Nicola Sturgeon Timing: A Cynical Ploy to Take Advantage of Brexit Uncertainty
Here is the opening of this topical column by William Hague for The Telegraph:
The risk that Scotland would leave the UK was one of the main reasons I voted Remain last June, despite my lack of enthusiasm for many aspects of the European Union. Entirely predictably, in both Scotland and Northern Ireland, an attempt to pull the UK apart as we negotiate our exit from the EU has now begun.
There can be no going back on the decision nevertheless taken by the British people as a whole to leave. But the Government will now have to fight a war on two fronts, with each making an impact on the other. Every time EU negotiators warn there might be no deal or complain of British intransigence, they will be adding grist to the mill of the Scottish nationalists. And with each demand for special treatment for Scotland, those nationalists will weaken the ability of UK ministers to maintain tough positions that will lead to the best deal for the whole of the United Kingdom.
Nicola Sturgeon’s speech on Monday morning showed that she has identified the seizing of this moment of extreme pressure on the Westminster government as the one best hope of destroying the UK. It also demonstrated that she will use any argument to achieve her ends – even complaining that Scotland faces ‘‘the prospect of a centralisation of power at Westminster’’ when the Scottish parliament has in fact acquired major additional powers, some of which it has not even used.
Perhaps I am an incurable optimist but I think (hope) William Hague is too pessimistic in this column. Yes, the UK Government faces some very tough negotiations and the Jean-Claude Juncker school of thought may be more interested in “punishing” Britain if only to deter similar exit moves from other EU countries. That would be a desperate, intellectually bankrupt strategy.
While the process of Brexit will be messy, I maintain that the UK holds the upper hand, not least because it is prepared to walk away from a bad deal. UK negotiators would obviously like a mutually good deal with the EU, but that may not be possible, at least not initially. However, if it walks away with no deal, it knows that European countries, including Germany, will soon be queuing up to sign mutually sensible trade deals with an independent UK.
Meanwhile, Nicola Sturgeon’s cynical opportunism may remain irritating but it will soon be forgotten.
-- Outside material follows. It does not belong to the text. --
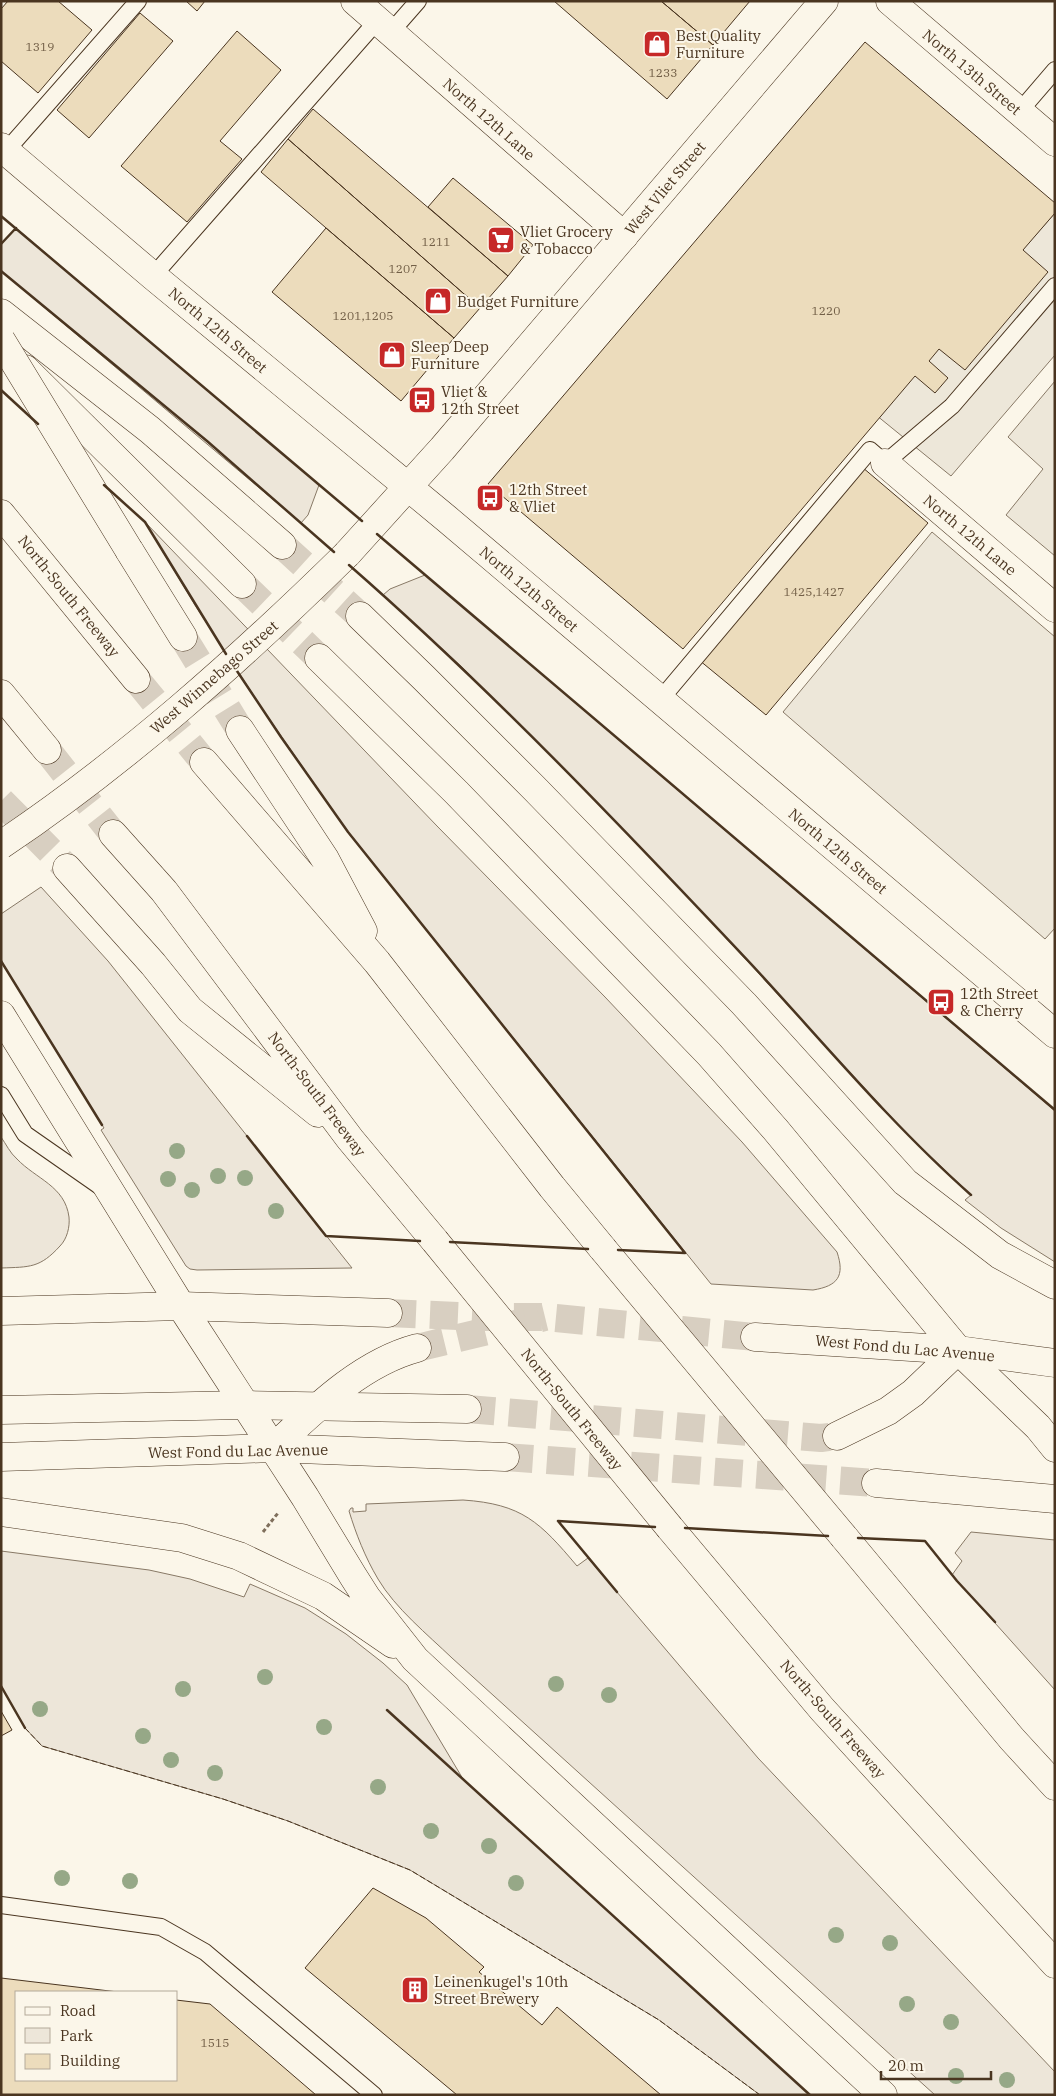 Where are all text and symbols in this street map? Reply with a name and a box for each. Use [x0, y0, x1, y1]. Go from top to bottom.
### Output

She has little leverage and her popularity is now in decline because of Scotland’s weak economic performance, despite receiving the biggest subsidies within the UK.
Some Scots have a ‘Braveheart’ resentment of the English which Sturgeon has continued to fan. Nevertheless, there is no groundswell of opinion for another independence referendum. I think most Scots recognise that Sturgeon is following a ruinous path.